Photo of Bexis

Twombly/Iqbal has (have?) a lot of us on the defense side looking more closely at pleadings.  Here’s another idea to kick around – is it proper for an attorney simply to dump a slew of allegations from a document prepared by someone else – say, a complaint, consent decree, or other document filed by the government – into a civil complaint with no further investigation by the attorney operating the word processor?  Rule 11, after all, requires attorneys to conduct independent investigations of the pleadings they file.
But Rule 11 was defanged a long time ago, you say.  We thought so too.
But maybe there’s something left.
360 reported today on a case indicating that Bayer’s had some success getting consumer fraud actions in California pitched where attorneys did this.  We took a closer look, and there’s actually more than one.  See Johns v. Bayer Corp., No. 09CV1935 DMS (JMA), slip op. (S.D. Cal. Feb. 9, 2010); Fraker v. Bayer Corp., CV F 08 – 1564 AWI GSA, slip op. (E.D. Cal.

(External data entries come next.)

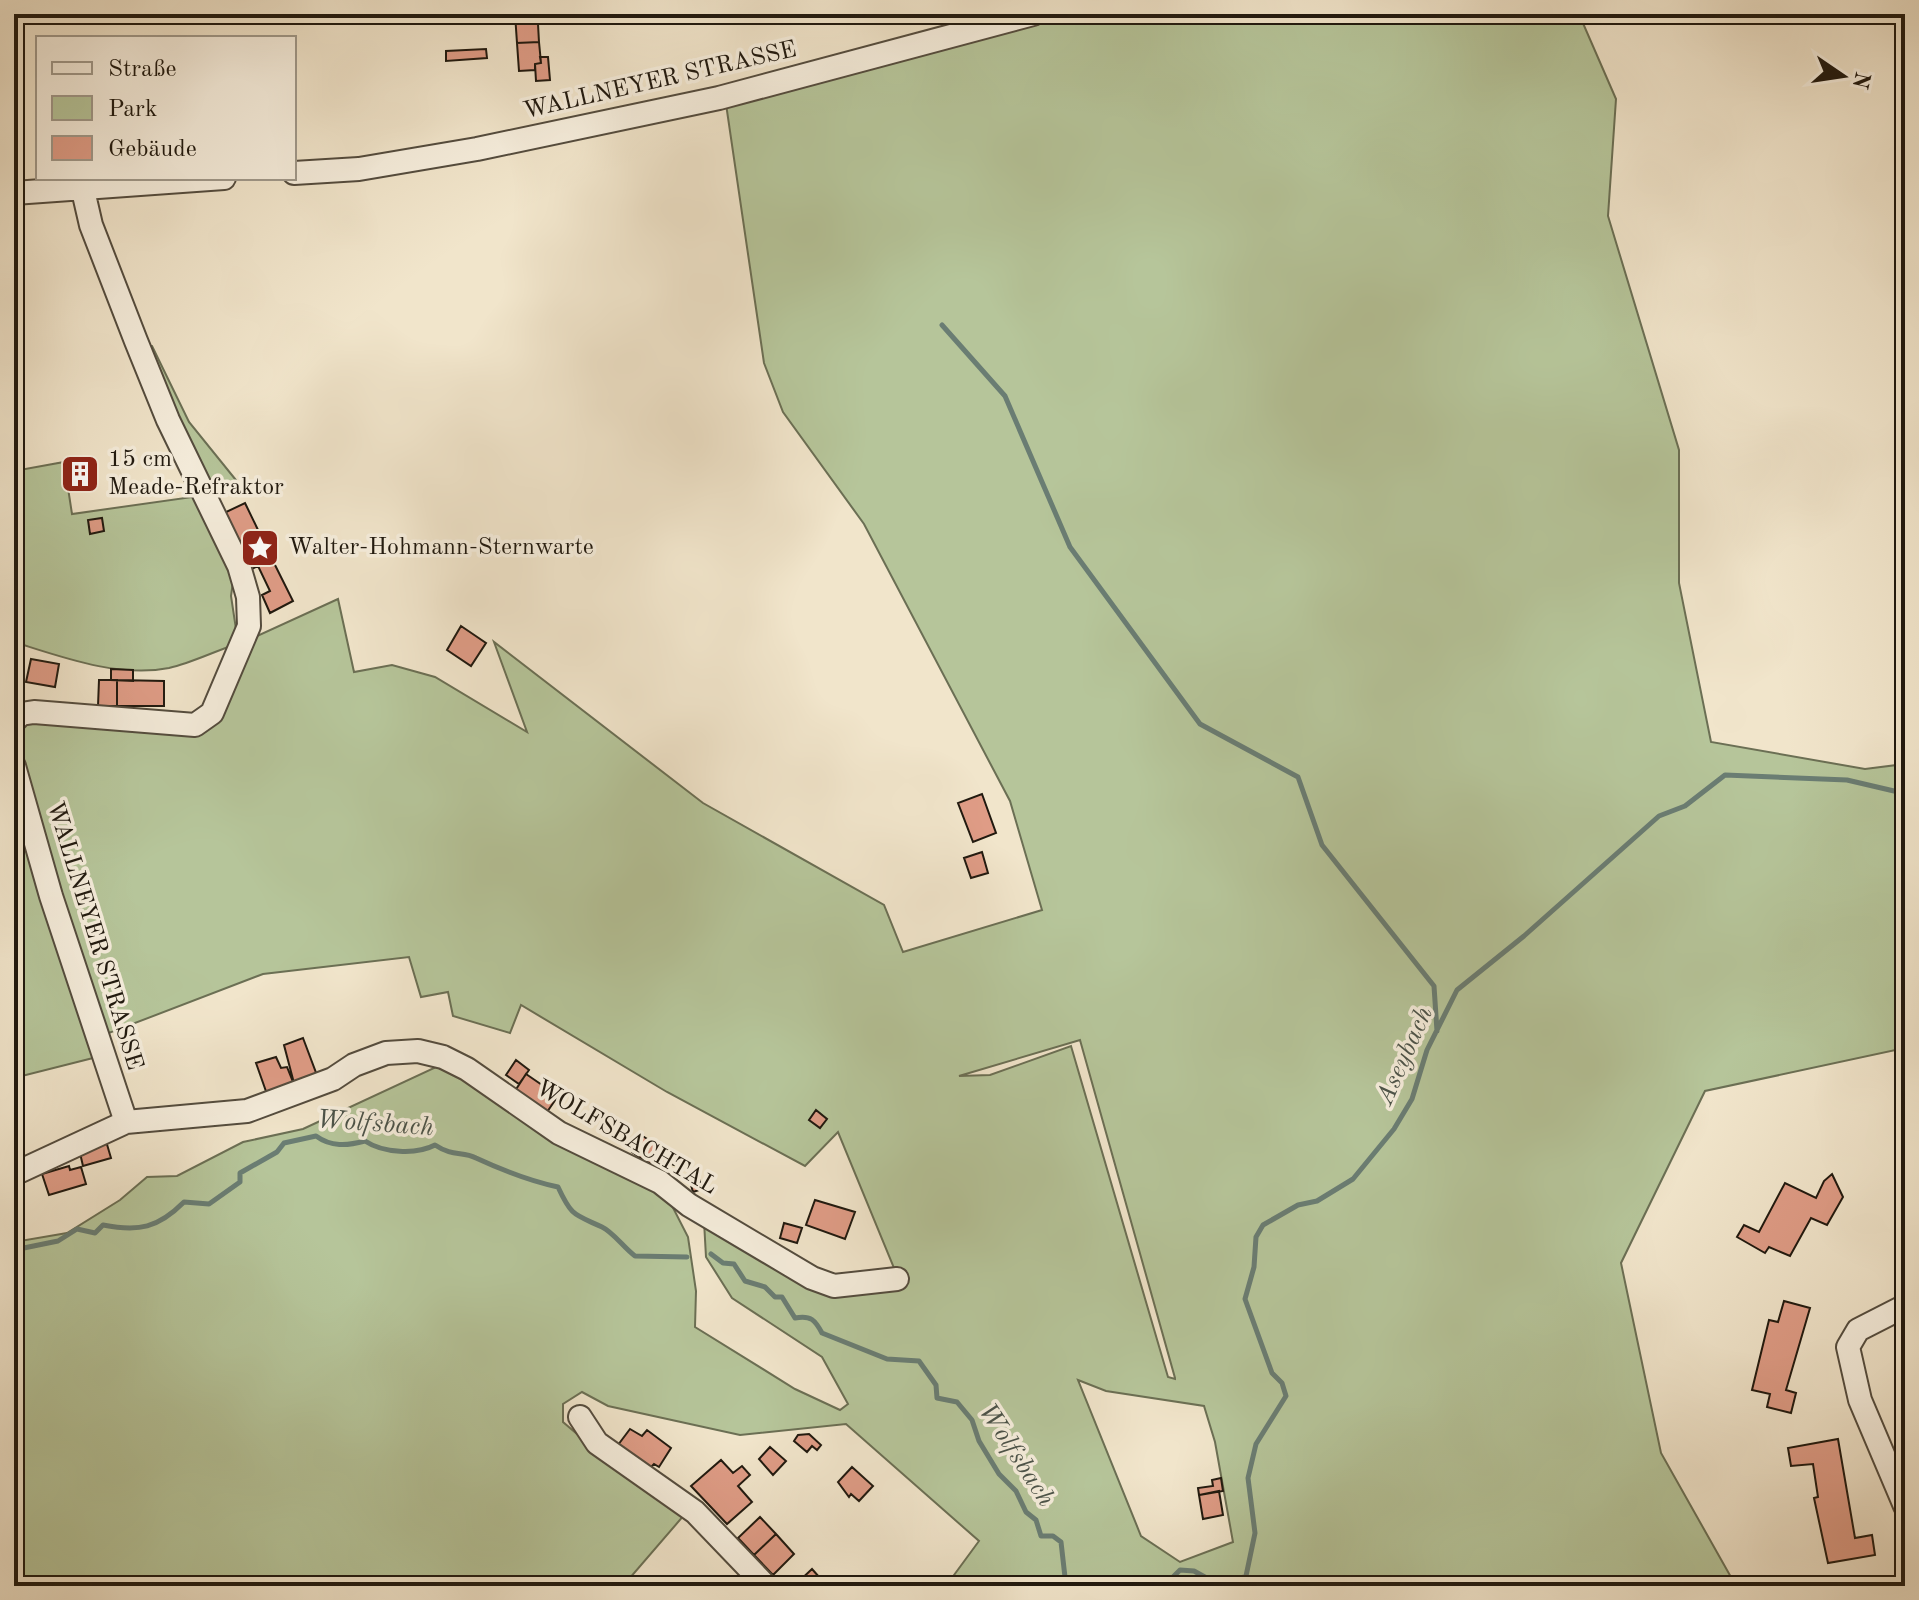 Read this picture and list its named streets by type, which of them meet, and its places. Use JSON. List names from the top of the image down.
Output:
{
  "streets": {
    "street": ["WALLNEYER STRASSE", "WOLFSBACHTAL"]
  },
  "crossings": [
    ["WALLNEYER STRASSE", "WOLFSBACHTAL"]
  ],
  "water": ["Aseybach", "Wolfsbach"],
  "places": {
    "building": ["15 cm Meade-Refraktor"],
    "place": ["Walter-Hohmann-Sternwarte"]
  },
  "legend": ["Straße", "Park", "Gebäude"],
  "north": "right"
}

Oct. 6, 2009).  Johns and Fraker cite other cases that also support bringing Rule 11 motions against attorneys who simply parrot allegations they found elsewhere, and don’t investigate them independently.
It’s something to consider in an appropriate case when confronted with a complaint you know has been plagiarized from somewhere else – usually with typos included.
And kudos to Bayer for trying something that’s so old, that it’s new.